### Stored data

^^^^

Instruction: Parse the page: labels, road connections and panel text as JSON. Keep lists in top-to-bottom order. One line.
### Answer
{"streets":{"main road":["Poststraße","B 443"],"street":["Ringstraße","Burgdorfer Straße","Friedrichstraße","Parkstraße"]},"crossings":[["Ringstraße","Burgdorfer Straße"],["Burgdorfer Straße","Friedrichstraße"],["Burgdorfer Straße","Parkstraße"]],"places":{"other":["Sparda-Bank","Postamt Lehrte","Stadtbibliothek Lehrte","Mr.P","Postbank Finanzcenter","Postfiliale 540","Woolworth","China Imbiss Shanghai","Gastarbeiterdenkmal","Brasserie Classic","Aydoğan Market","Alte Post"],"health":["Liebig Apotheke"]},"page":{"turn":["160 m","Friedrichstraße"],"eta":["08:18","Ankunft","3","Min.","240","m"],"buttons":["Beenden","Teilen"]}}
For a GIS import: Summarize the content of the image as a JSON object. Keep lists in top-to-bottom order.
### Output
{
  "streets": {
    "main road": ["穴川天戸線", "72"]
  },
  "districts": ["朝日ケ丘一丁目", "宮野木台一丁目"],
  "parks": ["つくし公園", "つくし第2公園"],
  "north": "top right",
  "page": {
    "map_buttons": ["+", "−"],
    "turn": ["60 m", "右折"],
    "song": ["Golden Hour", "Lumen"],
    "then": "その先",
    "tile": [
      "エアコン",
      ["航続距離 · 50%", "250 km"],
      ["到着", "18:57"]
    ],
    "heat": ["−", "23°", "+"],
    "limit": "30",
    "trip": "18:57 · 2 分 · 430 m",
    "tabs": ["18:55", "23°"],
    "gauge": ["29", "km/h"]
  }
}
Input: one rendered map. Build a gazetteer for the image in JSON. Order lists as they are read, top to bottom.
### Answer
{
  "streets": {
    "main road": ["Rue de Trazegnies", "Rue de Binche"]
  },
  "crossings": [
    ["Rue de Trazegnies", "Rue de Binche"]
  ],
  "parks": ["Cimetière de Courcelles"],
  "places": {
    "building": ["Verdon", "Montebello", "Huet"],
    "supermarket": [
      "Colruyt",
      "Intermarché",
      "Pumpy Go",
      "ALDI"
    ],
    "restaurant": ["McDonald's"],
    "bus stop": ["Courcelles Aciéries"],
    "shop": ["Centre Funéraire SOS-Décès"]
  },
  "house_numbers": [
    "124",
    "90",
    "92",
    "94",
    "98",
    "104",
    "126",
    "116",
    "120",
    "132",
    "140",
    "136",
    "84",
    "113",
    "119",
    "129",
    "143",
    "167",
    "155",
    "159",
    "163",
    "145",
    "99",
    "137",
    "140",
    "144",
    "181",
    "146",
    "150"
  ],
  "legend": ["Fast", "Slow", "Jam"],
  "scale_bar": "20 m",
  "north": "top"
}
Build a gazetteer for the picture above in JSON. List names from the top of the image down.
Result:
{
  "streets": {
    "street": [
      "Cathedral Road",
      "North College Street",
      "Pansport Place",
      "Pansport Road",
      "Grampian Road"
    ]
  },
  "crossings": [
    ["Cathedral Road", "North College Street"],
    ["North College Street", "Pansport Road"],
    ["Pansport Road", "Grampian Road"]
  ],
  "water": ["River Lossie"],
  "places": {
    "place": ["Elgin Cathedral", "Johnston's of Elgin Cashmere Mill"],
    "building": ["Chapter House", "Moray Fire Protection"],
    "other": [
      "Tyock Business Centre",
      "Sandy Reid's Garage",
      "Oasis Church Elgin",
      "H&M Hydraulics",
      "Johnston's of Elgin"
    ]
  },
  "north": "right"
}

^^^^

### PROBLEM
Output the full set of entries exactly as they were given.

### SOLUTION FOR THIS EXERCISE
Instruction: Parse the page: labels, road connections and panel text as JSON. Keep lists in top-to-bottom order. One line.
### Answer
{"streets":{"main road":["Poststraße","B 443"],"street":["Ringstraße","Burgdorfer Straße","Friedrichstraße","Parkstraße"]},"crossings":[["Ringstraße","Burgdorfer Straße"],["Burgdorfer Straße","Friedrichstraße"],["Burgdorfer Straße","Parkstraße"]],"places":{"other":["Sparda-Bank","Postamt Lehrte","Stadtbibliothek Lehrte","Mr.P","Postbank Finanzcenter","Postfiliale 540","Woolworth","China Imbiss Shanghai","Gastarbeiterdenkmal","Brasserie Classic","Aydoğan Market","Alte Post"],"health":["Liebig Apotheke"]},"page":{"turn":["160 m","Friedrichstraße"],"eta":["08:18","Ankunft","3","Min.","240","m"],"buttons":["Beenden","Teilen"]}}
For a GIS import: Summarize the content of the image as a JSON object. Keep lists in top-to-bottom order.
### Output
{
  "streets": {
    "main road": ["穴川天戸線", "72"]
  },
  "districts": ["朝日ケ丘一丁目", "宮野木台一丁目"],
  "parks": ["つくし公園", "つくし第2公園"],
  "north": "top right",
  "page": {
    "map_buttons": ["+", "−"],
    "turn": ["60 m", "右折"],
    "song": ["Golden Hour", "Lumen"],
    "then": "その先",
    "tile": [
      "エアコン",
      ["航続距離 · 50%", "250 km"],
      ["到着", "18:57"]
    ],
    "heat": ["−", "23°", "+"],
    "limit": "30",
    "trip": "18:57 · 2 分 · 430 m",
    "tabs": ["18:55", "23°"],
    "gauge": ["29", "km/h"]
  }
}
Input: one rendered map. Build a gazetteer for the image in JSON. Order lists as they are read, top to bottom.
### Answer
{
  "streets": {
    "main road": ["Rue de Trazegnies", "Rue de Binche"]
  },
  "crossings": [
    ["Rue de Trazegnies", "Rue de Binche"]
  ],
  "parks": ["Cimetière de Courcelles"],
  "places": {
    "building": ["Verdon", "Montebello", "Huet"],
    "supermarket": [
      "Colruyt",
      "Intermarché",
      "Pumpy Go",
      "ALDI"
    ],
    "restaurant": ["McDonald's"],
    "bus stop": ["Courcelles Aciéries"],
    "shop": ["Centre Funéraire SOS-Décès"]
  },
  "house_numbers": [
    "124",
    "90",
    "92",
    "94",
    "98",
    "104",
    "126",
    "116",
    "120",
    "132",
    "140",
    "136",
    "84",
    "113",
    "119",
    "129",
    "143",
    "167",
    "155",
    "159",
    "163",
    "145",
    "99",
    "137",
    "140",
    "144",
    "181",
    "146",
    "150"
  ],
  "legend": ["Fast", "Slow", "Jam"],
  "scale_bar": "20 m",
  "north": "top"
}
Build a gazetteer for the picture above in JSON. List names from the top of the image down.
Result:
{
  "streets": {
    "street": [
      "Cathedral Road",
      "North College Street",
      "Pansport Place",
      "Pansport Road",
      "Grampian Road"
    ]
  },
  "crossings": [
    ["Cathedral Road", "North College Street"],
    ["North College Street", "Pansport Road"],
    ["Pansport Road", "Grampian Road"]
  ],
  "water": ["River Lossie"],
  "places": {
    "place": ["Elgin Cathedral", "Johnston's of Elgin Cashmere Mill"],
    "building": ["Chapter House", "Moray Fire Protection"],
    "other": [
      "Tyock Business Centre",
      "Sandy Reid's Garage",
      "Oasis Church Elgin",
      "H&M Hydraulics",
      "Johnston's of Elgin"
    ]
  },
  "north": "right"
}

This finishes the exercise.